What's meant here is that you label your degrees of freedom. E.g., if you have a spinless particle in QM, you can take the three components of the position operator as a complete set of independent observables, i.e., the Cartesian coordinates ##(x_j)=(x_1,x_2,x_3)##. Here the "label" is just the index ##j## to enumerate the components. If you have a system of ##N## spinless particles, you can take the ##3N## position coordinates. Then you have a label running from ##1## to ##N##. The observables are functions of time (in the Heisenberg picture also all your operators that represent observables in quantum mechanics are a function of time, and the Heisenberg picture is the most natural one in going heuristically from classical mechanics in Hamiltonian form over to quantum theory).
Now in a field theory you have a continuum theory. The dynamical variables are fields, i.e., quantities which are functions of position and time. It gives you the value of the quantity (e.g., an electromagnetic field in terms of the field-strengths components ##\vec{E}## and ##\vec{B}##).

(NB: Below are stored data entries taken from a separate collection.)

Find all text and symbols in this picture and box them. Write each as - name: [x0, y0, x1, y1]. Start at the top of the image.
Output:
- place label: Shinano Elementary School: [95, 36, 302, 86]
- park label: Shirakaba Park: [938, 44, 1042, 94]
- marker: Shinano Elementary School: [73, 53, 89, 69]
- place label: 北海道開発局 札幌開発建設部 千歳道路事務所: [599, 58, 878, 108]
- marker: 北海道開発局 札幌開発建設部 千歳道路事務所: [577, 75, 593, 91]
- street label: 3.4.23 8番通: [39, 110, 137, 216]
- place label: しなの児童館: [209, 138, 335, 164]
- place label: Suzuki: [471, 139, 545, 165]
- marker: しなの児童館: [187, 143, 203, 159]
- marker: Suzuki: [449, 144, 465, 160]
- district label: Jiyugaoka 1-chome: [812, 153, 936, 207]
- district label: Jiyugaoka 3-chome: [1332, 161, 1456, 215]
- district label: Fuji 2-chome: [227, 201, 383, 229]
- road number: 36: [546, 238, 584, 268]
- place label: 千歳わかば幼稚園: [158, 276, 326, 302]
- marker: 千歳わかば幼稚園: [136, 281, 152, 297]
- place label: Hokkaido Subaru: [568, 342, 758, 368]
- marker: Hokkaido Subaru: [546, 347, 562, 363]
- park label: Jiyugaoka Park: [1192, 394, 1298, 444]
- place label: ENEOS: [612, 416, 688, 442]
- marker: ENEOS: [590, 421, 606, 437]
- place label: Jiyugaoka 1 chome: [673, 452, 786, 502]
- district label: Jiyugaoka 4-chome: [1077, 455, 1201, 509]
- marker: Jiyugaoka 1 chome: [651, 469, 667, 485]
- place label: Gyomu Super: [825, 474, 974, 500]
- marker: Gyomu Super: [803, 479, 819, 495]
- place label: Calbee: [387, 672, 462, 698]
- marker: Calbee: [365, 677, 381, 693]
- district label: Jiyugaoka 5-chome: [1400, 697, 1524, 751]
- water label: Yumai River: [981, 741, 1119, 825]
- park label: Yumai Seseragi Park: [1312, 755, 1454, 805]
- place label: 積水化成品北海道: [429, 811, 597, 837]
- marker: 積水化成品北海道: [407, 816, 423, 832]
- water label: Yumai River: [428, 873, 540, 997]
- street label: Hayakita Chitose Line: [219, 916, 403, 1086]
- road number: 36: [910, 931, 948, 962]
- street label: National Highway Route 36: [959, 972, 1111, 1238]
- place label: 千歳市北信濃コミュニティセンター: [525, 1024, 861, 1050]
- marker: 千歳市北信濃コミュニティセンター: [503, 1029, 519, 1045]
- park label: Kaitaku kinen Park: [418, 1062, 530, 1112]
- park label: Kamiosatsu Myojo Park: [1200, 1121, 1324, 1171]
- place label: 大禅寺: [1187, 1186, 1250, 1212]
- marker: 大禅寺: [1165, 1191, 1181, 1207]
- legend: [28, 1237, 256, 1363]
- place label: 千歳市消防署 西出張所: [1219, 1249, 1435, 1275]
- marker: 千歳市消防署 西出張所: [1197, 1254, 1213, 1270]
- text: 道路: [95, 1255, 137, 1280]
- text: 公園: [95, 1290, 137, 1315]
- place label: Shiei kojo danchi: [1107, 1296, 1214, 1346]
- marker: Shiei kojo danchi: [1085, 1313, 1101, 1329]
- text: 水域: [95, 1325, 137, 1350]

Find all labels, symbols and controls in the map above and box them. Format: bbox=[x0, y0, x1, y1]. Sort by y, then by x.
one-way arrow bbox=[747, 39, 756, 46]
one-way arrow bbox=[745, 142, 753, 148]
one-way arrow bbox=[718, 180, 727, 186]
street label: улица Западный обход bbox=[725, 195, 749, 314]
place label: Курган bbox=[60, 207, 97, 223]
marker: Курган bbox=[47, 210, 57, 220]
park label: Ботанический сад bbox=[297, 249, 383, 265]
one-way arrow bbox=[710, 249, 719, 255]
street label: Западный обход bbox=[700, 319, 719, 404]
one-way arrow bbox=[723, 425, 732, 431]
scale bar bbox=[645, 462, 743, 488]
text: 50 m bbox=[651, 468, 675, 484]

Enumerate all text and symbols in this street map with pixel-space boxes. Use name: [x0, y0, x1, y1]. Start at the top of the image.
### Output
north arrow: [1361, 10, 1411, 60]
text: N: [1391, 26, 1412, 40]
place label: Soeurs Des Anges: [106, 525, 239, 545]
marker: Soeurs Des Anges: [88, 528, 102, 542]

This means here you have two kinds of labels, a discrete one, enumerating the components ##(E_j)=(E_1,E_2,E_3)## of the field components and the position ##\vec{x}## in space where you measure these components.
In quantum field theory thus the position arguments in the field operators are just usual number, because they are in that sense a kind of continuous label for the infinitely many degrees of freedom represented by these fields.
Note that time is always a parameter in quantum theory, no matter, whether it's a quantized point-particle system (applicable in non-relativistic quantum theory and unfortunately often called the "first quantization") or a many-body system of indefinite particle number (applicable in both non-relativistic and relativistic quantum theory), i.e., a quantum-field theory.